Northwest was also the third public school since 1993 to win Class B. Omaha Gross had won four straight titles from 1993-96 before Seward ended its run in 1997. Skutt captured the next 13 titles before Central City won the 2011 title.

The state championship was a battle for the Vikings however. They only got two wrestlers into the semifinals and the team was nowhere to be found in the top 10 after Thursday’s action.

Brian had a talk with the wrestlers after the first day.

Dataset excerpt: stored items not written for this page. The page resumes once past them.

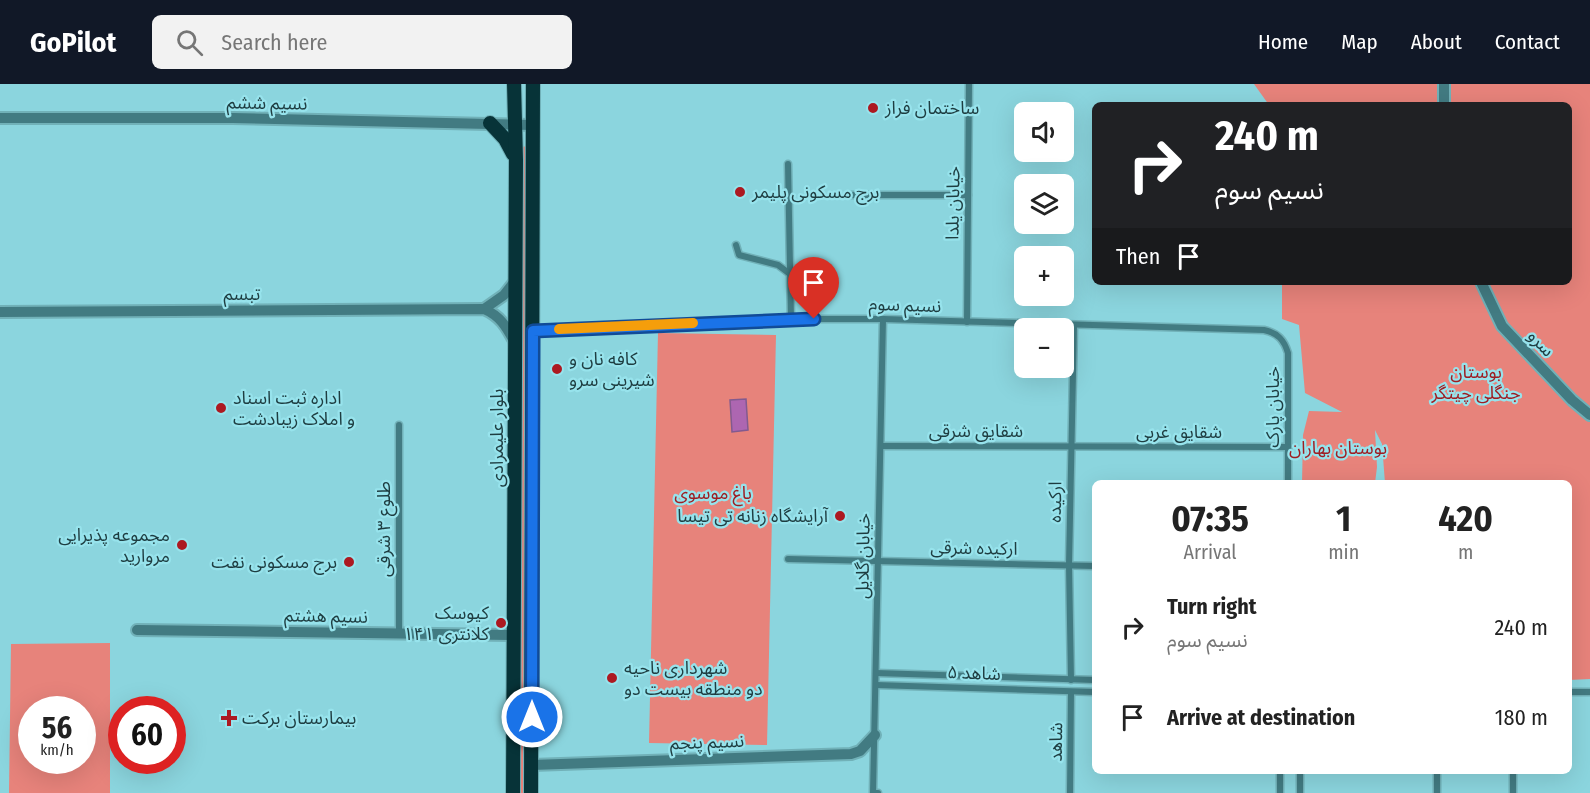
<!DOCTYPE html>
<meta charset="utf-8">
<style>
:root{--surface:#fff;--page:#f2f2f2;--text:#222;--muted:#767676;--accent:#111827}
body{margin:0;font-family:"Fira Sans Condensed","Noto Sans Arabic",sans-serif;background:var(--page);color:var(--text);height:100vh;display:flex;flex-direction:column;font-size:22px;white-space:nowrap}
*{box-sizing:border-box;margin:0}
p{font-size:20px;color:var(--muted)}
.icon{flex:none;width:33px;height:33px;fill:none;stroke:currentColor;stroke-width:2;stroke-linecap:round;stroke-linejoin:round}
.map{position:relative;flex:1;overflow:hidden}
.side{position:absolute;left:1092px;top:396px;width:480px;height:294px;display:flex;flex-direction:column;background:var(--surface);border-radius:9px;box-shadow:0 6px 24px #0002}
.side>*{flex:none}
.hud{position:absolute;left:1092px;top:18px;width:480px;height:183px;border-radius:9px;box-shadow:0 6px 24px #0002;background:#202124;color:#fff;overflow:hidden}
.controls{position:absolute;left:1014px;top:18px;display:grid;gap:12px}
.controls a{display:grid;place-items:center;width:60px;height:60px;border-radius:9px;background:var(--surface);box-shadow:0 6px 24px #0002;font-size:30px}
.speed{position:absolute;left:18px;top:612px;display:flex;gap:12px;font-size:30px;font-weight:700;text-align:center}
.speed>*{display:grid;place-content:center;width:78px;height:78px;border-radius:50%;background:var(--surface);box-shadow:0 6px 24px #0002;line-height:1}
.speed small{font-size:15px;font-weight:400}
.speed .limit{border:9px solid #d22;background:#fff;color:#111}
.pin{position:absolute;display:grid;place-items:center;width:51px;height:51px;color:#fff;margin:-62px -26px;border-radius:50% 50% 50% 0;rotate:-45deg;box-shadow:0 0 6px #0007}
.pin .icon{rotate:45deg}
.me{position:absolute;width:66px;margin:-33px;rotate:0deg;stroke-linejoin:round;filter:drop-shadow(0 0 4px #0008)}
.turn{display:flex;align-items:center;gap:21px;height:126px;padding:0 24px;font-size:27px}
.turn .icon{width:78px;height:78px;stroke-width:2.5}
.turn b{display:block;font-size:42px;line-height:51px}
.then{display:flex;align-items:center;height:57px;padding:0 24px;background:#0003;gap:12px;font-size:22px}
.eta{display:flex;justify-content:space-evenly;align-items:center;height:102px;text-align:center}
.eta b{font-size:36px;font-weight:700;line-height:42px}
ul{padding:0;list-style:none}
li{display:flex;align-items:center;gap:18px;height:90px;padding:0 24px}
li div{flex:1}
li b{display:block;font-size:22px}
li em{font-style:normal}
header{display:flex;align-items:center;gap:36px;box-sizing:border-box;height:84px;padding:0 30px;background:var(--accent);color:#fff}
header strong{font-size:28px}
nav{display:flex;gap:33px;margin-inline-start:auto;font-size:21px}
.search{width:420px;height:54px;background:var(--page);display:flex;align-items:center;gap:15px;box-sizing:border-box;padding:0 21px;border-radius:9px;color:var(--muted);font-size:22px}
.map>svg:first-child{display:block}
.green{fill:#e7837b;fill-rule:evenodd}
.water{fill:#ad66b1;stroke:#825a8f;stroke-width:1.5}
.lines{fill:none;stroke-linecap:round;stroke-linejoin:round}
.minor-casing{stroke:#71b1b8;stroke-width:9}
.tertiary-casing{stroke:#71b1b8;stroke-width:14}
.primary-casing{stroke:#71b1b8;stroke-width:16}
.minor{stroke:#427b82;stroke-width:6}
.tertiary{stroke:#427b82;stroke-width:10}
.primary{stroke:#073338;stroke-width:14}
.route-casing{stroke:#114b97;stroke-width:15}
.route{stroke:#1a73e8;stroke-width:10}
.slow{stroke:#f59e0b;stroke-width:10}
.poi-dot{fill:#ac1921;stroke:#97e3ec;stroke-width:2}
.labels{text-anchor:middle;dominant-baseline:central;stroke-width:4.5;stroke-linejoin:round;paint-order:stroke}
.street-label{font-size:18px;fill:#1e3d41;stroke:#97e3ec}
.poi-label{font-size:18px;fill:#1e3d41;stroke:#97e3ec;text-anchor:start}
.park-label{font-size:18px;fill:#9f1d22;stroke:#97e3ec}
</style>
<header>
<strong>GoPilot</strong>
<div class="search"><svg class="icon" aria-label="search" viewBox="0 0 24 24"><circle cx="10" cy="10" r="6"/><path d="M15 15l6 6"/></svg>Search here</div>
<nav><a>Home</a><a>Map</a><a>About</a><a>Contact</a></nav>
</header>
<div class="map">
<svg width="1590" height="709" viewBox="0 0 1590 709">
<rect width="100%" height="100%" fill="#8bd5de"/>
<g class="green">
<polygon points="1254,0 1590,0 1590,595 1569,596 1569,399 1385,399 1382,360 1375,346 1377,383 1375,399 1302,399 1303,351 1309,327 1342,328 1305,309 1299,241 1282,235 1282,198 1569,198 1569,21 1269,21"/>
<polygon points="527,62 523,709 518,709 522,63"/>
<polygon points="658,249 776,251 767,661 649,659"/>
<path d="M110 559V709H9L11 560ZM32 626H82V676H32Z"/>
</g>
<polygon class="water" points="746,315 748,346 732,348 730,316"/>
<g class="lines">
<g class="minor-casing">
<g id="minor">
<polyline points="788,80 791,235"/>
<polyline points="850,111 968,111"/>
<polyline points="736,161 739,171 778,181 790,190"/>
<polyline points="967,238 969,0"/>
<path d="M533 247 791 235H883L1264 246C1278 249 1284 256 1288 269V399"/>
<polyline points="881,362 1288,363"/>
<polyline points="788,475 1095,482"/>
<polyline points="399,550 399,341"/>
<polyline points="876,589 1095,596"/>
<polyline points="1071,596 1069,481 1074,241"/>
<polyline points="876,601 1095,608"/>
<polyline points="1569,608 1590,608"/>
<polyline points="1300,687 1300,709"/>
<polyline points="1437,687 1437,709"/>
<polyline points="1513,687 1513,709"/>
<polyline points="878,709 873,709 883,235"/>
<polyline points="1070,709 1071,608"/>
<polyline points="1280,709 1280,687"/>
</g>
</g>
<g class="tertiary-casing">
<g id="tertiary">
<polyline points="1444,21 1444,0"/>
<polyline points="0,34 233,34 533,41"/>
<polyline points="1481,198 1502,242 1572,316 1590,331"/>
<polyline points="484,225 504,211 515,197"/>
<path d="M0 228 484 225C500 232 506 242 514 257"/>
<polyline points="137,546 515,551"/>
<polyline points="532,681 851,670 860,667 875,651"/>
</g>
</g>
<g class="primary-casing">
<g id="primary">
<polyline points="490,39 505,55 513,70"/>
<polyline points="513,709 516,76 514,0"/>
<polyline points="531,709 533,0"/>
</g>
</g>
<use href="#minor" class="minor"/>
<use href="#tertiary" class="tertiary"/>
<use href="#primary" class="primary"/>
</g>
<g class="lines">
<g class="route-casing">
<polyline id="route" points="532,633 533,247 814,235"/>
</g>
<use href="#route" class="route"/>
<polyline class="slow" points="559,245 693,239"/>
</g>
<g class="poi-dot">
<circle cx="873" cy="24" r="6"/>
<circle cx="740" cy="108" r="6"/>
<circle cx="557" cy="285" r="6"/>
<circle cx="221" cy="324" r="6"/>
<circle cx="840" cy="432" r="6"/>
<circle cx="182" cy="461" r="6"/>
<circle cx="349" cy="478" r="6"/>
<circle cx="501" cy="539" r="6"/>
<circle cx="612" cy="594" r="6"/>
<path d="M226 625h6v6h6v6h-6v6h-6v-6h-6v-6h6z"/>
</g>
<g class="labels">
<g class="street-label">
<text transform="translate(267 19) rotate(1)">نسیم ششم</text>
<text transform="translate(953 119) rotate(-89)">خیابان یلدا</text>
<text x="242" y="210">تبسم</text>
<text transform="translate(905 221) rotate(2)">نسیم سوم</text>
<text transform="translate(1541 259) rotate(47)">سرو</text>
<text transform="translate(1273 323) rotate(-90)">خیابان پارک</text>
<text x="976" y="347">شقایق شرقی</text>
<text x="1179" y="348">شقایق غربی</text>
<text transform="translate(497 354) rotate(-90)">بلوار علیمرادی</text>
<text transform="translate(1055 418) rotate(-89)">ارکیده</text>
<text transform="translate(384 445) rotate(-90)">طلوع ۳ شرقی</text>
<text transform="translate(974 464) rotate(1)">ارکیده شرقی</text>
<text transform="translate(863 472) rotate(-89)">خیابان گلایل</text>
<text transform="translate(326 532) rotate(1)">نسیم هشتم</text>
<text transform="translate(974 589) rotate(2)">شاهد ۵</text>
<text transform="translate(707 658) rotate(-2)">نسیم پنجم</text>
<text transform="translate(1056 658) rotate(-89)">شاهد</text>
</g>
<g class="poi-label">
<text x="885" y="24">ساختمان فراز</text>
<text x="752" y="108">برج مسکونی پلیمر</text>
<text x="569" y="275">کافه نان و<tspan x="569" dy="21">شیرینی سرو</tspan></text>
<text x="233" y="314">اداره ثبت اسناد<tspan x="233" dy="21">و املاک زیبادشت</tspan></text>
<text x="828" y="432" text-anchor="end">آرایشگاه زنانه تی تیسا</text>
<text x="170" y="451" text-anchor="end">مجموعه پذیرایی<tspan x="170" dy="21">مروارید</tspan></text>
<text x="337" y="478" text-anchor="end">برج مسکونی نفت</text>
<text x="489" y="529" text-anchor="end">کیوسک<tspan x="489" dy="21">کلانتری ۱۴۱</tspan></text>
<text x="624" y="584">شهرداری ناحیه<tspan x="624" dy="21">دو منطقه بیست دو</tspan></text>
<text x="242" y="634">بیمارستان برکت</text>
</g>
<g class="park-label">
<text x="1476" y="288">بوستان<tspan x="1476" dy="21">جنگلی چیتگر</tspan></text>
<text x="1338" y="364">بوستان بهاران</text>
<text x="713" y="409">باغ موسوی</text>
</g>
</g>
</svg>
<div class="controls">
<a><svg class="icon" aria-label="sound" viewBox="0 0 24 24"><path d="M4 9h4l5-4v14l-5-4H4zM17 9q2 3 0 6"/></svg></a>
<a><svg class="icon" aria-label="layers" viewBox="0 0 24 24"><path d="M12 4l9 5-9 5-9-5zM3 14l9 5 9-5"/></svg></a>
<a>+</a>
<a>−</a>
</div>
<div class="speed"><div>56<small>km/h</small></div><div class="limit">60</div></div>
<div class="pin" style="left:814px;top:235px;background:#d93025"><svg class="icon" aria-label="arrive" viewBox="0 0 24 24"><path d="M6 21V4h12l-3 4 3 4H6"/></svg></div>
<svg class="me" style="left:532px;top:633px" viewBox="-20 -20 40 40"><circle r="17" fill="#1a73e8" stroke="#fff" stroke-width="3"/><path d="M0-11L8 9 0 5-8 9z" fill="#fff"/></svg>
<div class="hud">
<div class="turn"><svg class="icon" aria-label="right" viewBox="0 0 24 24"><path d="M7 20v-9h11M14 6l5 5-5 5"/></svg><div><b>240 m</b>نسیم سوم</div></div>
<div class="then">Then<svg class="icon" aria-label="arrive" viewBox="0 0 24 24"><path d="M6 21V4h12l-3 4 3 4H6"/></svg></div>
</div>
<section class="side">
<div class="eta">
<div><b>07:35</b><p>Arrival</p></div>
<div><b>1</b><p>min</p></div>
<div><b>420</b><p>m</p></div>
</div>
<ul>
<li><svg class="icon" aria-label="right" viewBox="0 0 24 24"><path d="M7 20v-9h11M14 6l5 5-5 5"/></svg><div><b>Turn right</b><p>نسیم سوم</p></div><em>240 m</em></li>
<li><svg class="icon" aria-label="arrive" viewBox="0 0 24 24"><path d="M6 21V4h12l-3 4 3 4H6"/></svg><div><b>Arrive at destination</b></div><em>180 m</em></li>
</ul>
</section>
</div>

“I just told them to keep battling until the very end because we’re still in it,” he said. “We need to get bonus points in every match and get a win or two and that will help get us back into the race.

“I felt the kids didn’t want to let us coaches down or their teammates down because Thursday was not a great day for us. If I would have told those kids it was over, they probably would have completely shut down.”

And everyone knows what happened next. The Vikings won a few matches during the consolation round, while Griess and Grady Arends won their semifinal matches to tie Skutt at the end of Friday night.

The next day, Griess captured the 195-pound title, while Arends (second, 106), Collin Quandt (third, 126) and Kiser (fourth, 220) were the other medalists to help the Vikings take the title.

Looking back on what the Vikings had accomplished, Brian is still at a loss for words.

“It’s still unbelievable that I can’t even describe it after all this time,” he said. “Everyone I talk to wants to talk about it. To beat a great program like Skutt is a big deal. I tried to enjoy that moment the most because who knows if there will be another one.”

The entire Sybrandts family was in Omaha to celebrate the state championship on that Saturday. Stacy, who admitted she probably attended one wrestling meet in high school before dating Brian in college, said that made it more special for Brian.

“Kyla hasn’t missed a state tournament since she was one and I’ve missed one when I was pregnant with Katelyn,” Stacy said. “Katelyn has been to almost all of them. The twins hadn’t been to a full state tournament until this year. They weren’t there the first two days but I texted my mom Friday night to bring them up because there’s still a chance.

“Brian was right next to me when we found out Northwest had won and I remember giving him the biggest hug afterwards. Everyone was so excited.”

From the difficult to the special times the Sybrandts family has gone through in the past, which included Kamry having neumothorax when she was born, the coach has a message.

“Enjoy each day to the fullest just because you don’t know what tomorrow is going to bring, or if there is going to be a tomorrow,” Brian said.